Capítulo 1 "Linaje de gatos"
El reino entero estaba de celebración. La ceremonia, que se extendía por tres días, era una de las más esperadas del año, pues no solo se honraba a la familia real, sino que marcaba un evento trascendental: el príncipe heredero había alcanzado la mayoría de edad.
Ahora, ya no sería solo un heredero que recibía formación y cumplía con apariciones simbólicas. Con la adultez llegaban las verdaderas responsabilidades, deberes ineludibles y, por supuesto, las presiones matrimoniales.

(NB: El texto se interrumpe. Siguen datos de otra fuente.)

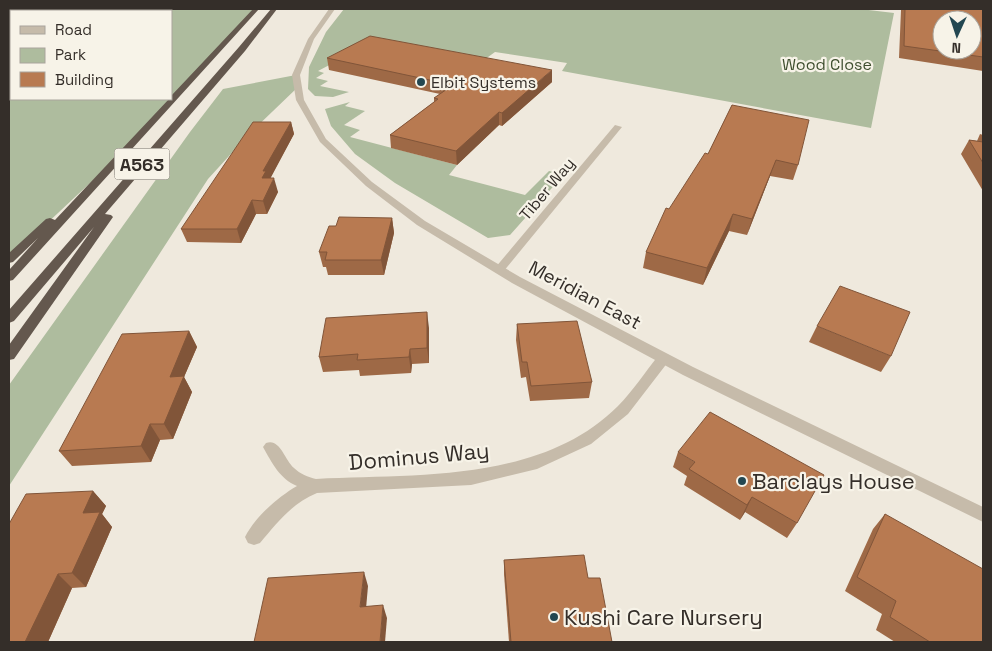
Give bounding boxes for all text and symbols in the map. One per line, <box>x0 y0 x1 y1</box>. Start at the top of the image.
legend <box>10 10 172 100</box>
north arrow <box>932 10 982 60</box>
text: Road <box>55 20 92 39</box>
text: N <box>951 39 961 57</box>
text: Park <box>55 45 86 64</box>
park label: Wood Close <box>782 54 872 75</box>
text: Building <box>55 70 114 89</box>
place label: Elbit Systems <box>431 72 536 93</box>
marker: Elbit Systems <box>415 76 427 88</box>
road number: A563 <box>114 148 170 180</box>
street label: Tiber Way <box>515 153 579 225</box>
street label: Meridian East <box>524 255 646 335</box>
street label: Dominus Way <box>347 436 491 476</box>
place label: Barclays House <box>752 467 915 495</box>
marker: Barclays House <box>736 475 748 487</box>
place label: Kushi Care Nursery <box>564 603 763 631</box>
marker: Kushi Care Nursery <box>548 611 560 623</box>

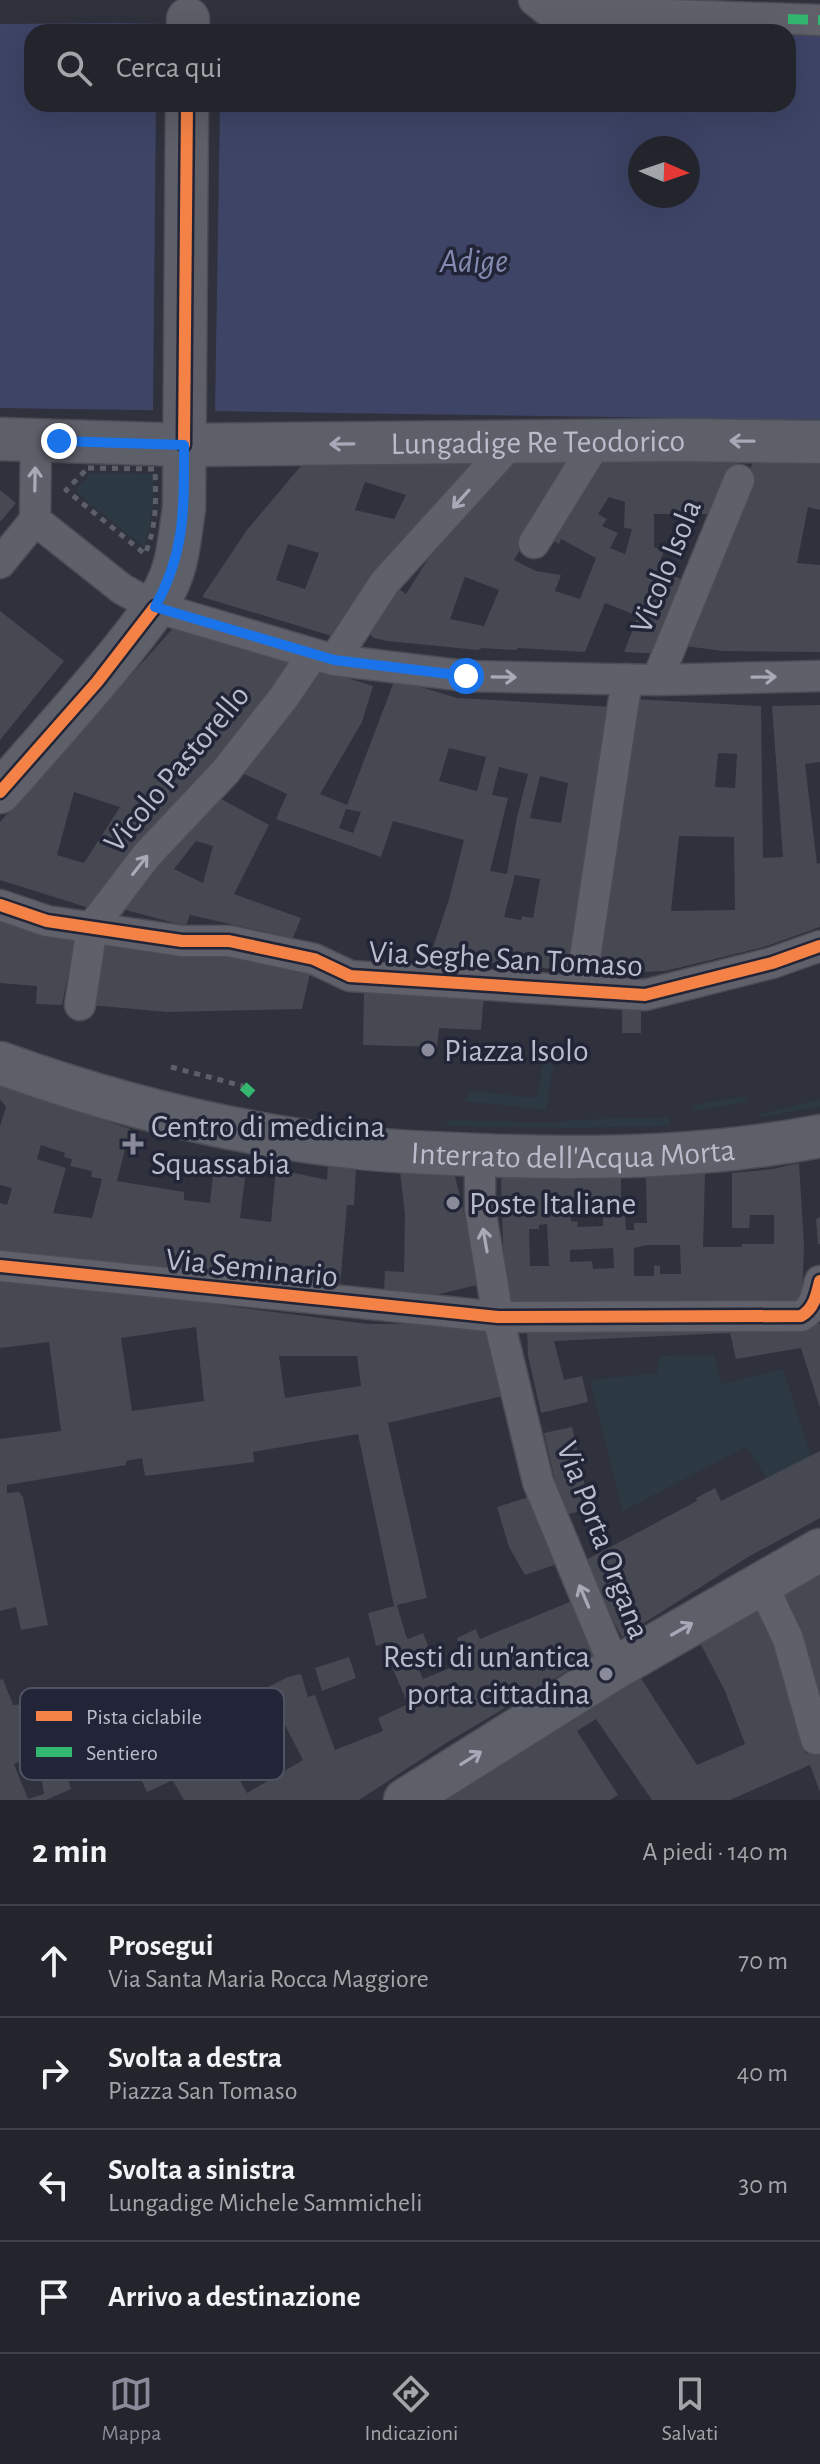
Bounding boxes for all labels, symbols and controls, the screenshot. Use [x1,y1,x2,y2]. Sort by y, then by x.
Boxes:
search box [24,24,796,112]
icon: search [52,46,96,90]
text: Cerca qui [116,53,222,83]
north arrow [628,136,700,208]
water label: Adige [439,245,508,279]
route end [41,423,77,459]
street label: Lungadige Re Teodorico [390,425,685,460]
one-way arrow [729,433,756,449]
one-way arrow [329,436,356,452]
one-way arrow [28,466,43,493]
one-way arrow [452,488,470,508]
street label: Vicolo Isola [625,495,707,638]
route start [448,658,484,694]
one-way arrow [490,669,517,685]
one-way arrow [750,670,777,685]
street label: Vicolo Pastorello [98,679,256,858]
one-way arrow [131,855,148,876]
street label: Via Seghe San Tomaso [368,936,644,982]
place label: Piazza Isolo [444,1035,589,1067]
marker: Piazza Isolo [419,1041,437,1059]
place label: Centro di medicina Squassabia [151,1111,385,1180]
marker: Centro di medicina Squassabia [122,1133,144,1155]
street label: Interrato dell'Acqua Morta [410,1134,737,1174]
place label: Poste Italiane [469,1188,636,1220]
marker: Poste Italiane [444,1194,462,1212]
one-way arrow [477,1228,492,1253]
street label: Via Seminario [164,1243,340,1293]
street label: Via Porta Organa [551,1437,655,1644]
one-way arrow [576,1584,591,1609]
one-way arrow [670,1621,694,1636]
place label: Resti di un'antica porta cittadina [383,1641,590,1710]
marker: Resti di un'antica porta cittadina [597,1665,615,1683]
legend [20,1688,284,1780]
text: Pista ciclabile [86,1706,202,1728]
text: Sentiero [86,1742,158,1764]
one-way arrow [460,1750,482,1767]
text: 2 min [32,1835,107,1869]
text: A piedi · 140 m [643,1839,788,1865]
text: Prosegui [108,1931,214,1961]
icon: ahead [32,1939,76,1983]
text: 70 m [738,1948,788,1974]
text: Via Santa Maria Rocca Maggiore [108,1966,429,1992]
text: Svolta a destra [108,2043,282,2073]
icon: right [32,2051,76,2095]
text: 40 m [737,2060,788,2086]
text: Piazza San Tomaso [108,2078,298,2104]
text: Svolta a sinistra [108,2155,295,2185]
icon: left [32,2163,76,2207]
text: 30 m [738,2172,788,2198]
text: Lungadige Michele Sammicheli [108,2190,423,2216]
icon: arrive [32,2275,76,2319]
text: Arrivo a destinazione [108,2282,361,2312]
tab: Mappa [102,2372,161,2446]
tab: Indicazioni [365,2372,458,2446]
tab: Salvati [661,2372,718,2446]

Xavier lo sabía, siempre lo había sabido, pero eso no significaba que estuviera apresurado o que siquiera le agradara la idea. Menos aún cuando su propio padre había sido quien le presentó una lista de candidatas entre las que debía elegir.
Desde el amanecer, había estado rodeado de cortesanos, nobles y emisarios que no desperdiciaban la oportunidad de felicitarlo y recordarle lo maravillosas y virtuosas que eran algunas de las jóvenes seleccionadas. Su padre había aprobado la lista en la corte para que las muchachas tuvieran la oportunidad de compartir su vida con él.

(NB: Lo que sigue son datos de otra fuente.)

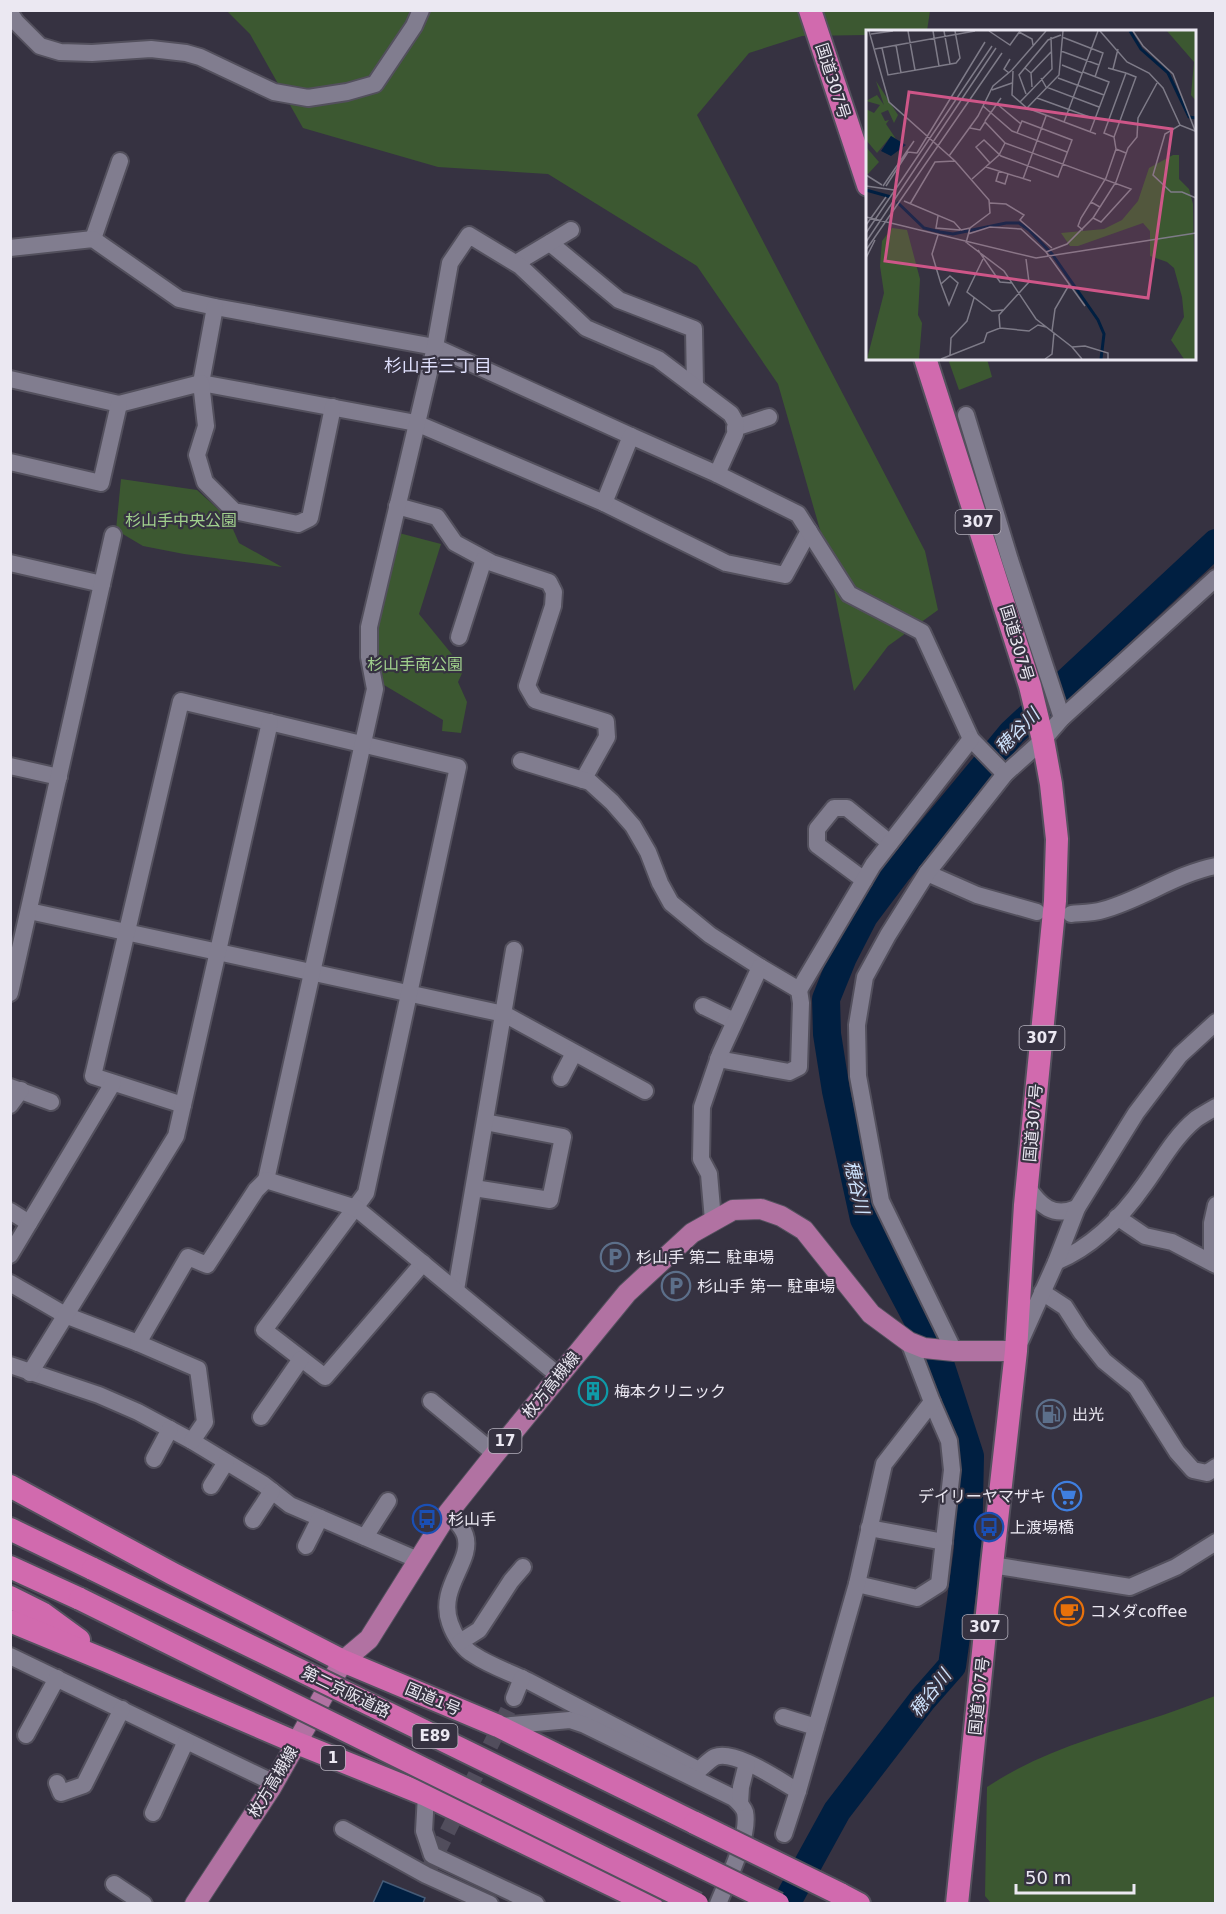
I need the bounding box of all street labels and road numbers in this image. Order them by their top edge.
street label: 国道307号 [812,41,854,121]
road number: 307 [956,510,1000,534]
street label: 国道307号 [996,603,1038,683]
road number: 307 [1020,1026,1064,1050]
street label: 国道307号 [1020,1083,1046,1163]
street label: 枚方高槻線 [518,1348,584,1422]
road number: 17 [488,1429,522,1453]
road number: 307 [962,1615,1008,1639]
street label: 国道307号 [965,1656,993,1736]
street label: 第二京阪道路 [299,1662,393,1722]
street label: 国道1号 [403,1679,463,1719]
road number: E89 [412,1724,458,1748]
street label: 枚方高槻線 [244,1743,302,1821]
road number: 1 [321,1746,345,1770]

Dos días de lo mismo. Dos días de sonrisas, reverencias y susurros disfrazados de consejos.
—Mi hija es una verdadera joya de la nobleza, virtuosa y con una educación impecable.—Sería un honor que tuviera a la hija del marqués en consideración.—Solo eche un vistazo, ¿acaso no es el epítome de la gracia?
Xavier había perdido la cuenta de cuántas veces asintió con cortesía o de cuántas manos había besado con la elegancia que se esperaba de él. La mayoría de las jóvenes se mostraban tímidas, como si el simple hecho de hablarle fuera una hazaña.

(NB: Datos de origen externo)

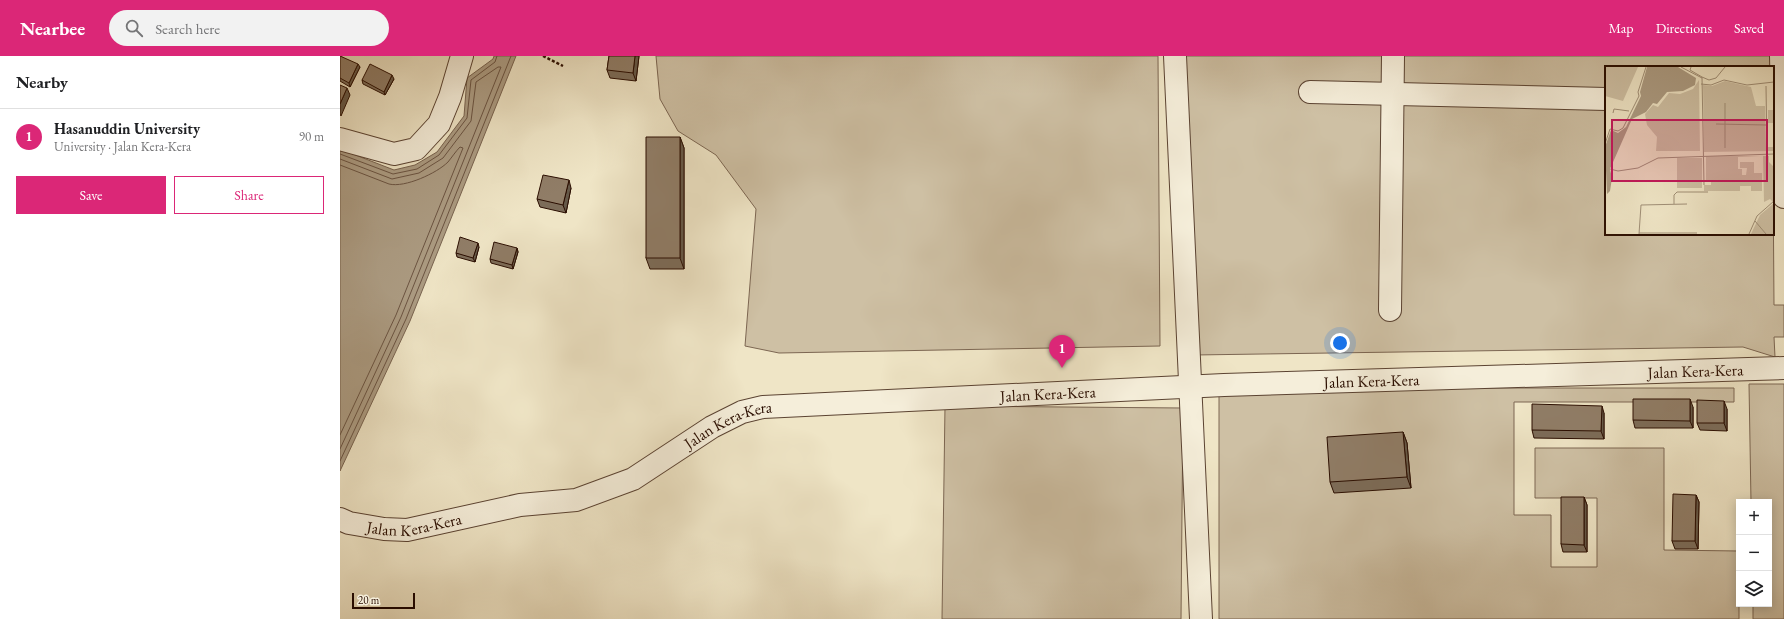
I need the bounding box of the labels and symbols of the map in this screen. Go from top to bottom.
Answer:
inset map [1605,66,1774,235]
your location [1330,333,1350,353]
pin: 1 [1049,335,1075,368]
street label: Jalan Kera-Kera [1645,359,1744,383]
street label: Jalan Kera-Kera [1321,369,1420,393]
street label: Jalan Kera-Kera [997,381,1097,406]
street label: Jalan Kera-Kera [678,396,773,454]
street label: Jalan Kera-Kera [363,508,464,541]
scale bar [352,591,415,610]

Para cuando el segundo día estaba por terminar, su paciencia estaba agotada. Aunque se había prometido permanecer en la velada hasta el final, la idea ya no le resultaba atractiva, así que decidió desaparecer un momento en el balcón. Para su suerte, permanecía a oscuras, por lo que los invitados no se atrevían a ir.
—Deberían darme un maldito premio por sobrevivir a esto... —susurró, caminando con una copa en la mano.
Se preguntó cuánto tiempo podría permanecer allí antes de que su padre lo encontrara y le insistiera en volver a la pista de baile. Pasó una mano por su cabello, despeinándose un poco, y suspiró.
No es que estuviera en contra del matrimonio. Simplemente no encontraba a alguien que le hiciera sentir que valía la pena todo eso.
Xavier apenas había logrado unos minutos de paz cuando escuchó pasos acercándose. Exhaló, preparándose para una conversación indeseada.
Y entonces la vio.
Cuando ella sostuvo su mirada en él, su cuerpo se tensó y se detuvo de golpe. Llevaba una copa de vino en la mano y los ojos ligeramente abiertos por la sorpresa, como si no hubiera esperado verlo allí.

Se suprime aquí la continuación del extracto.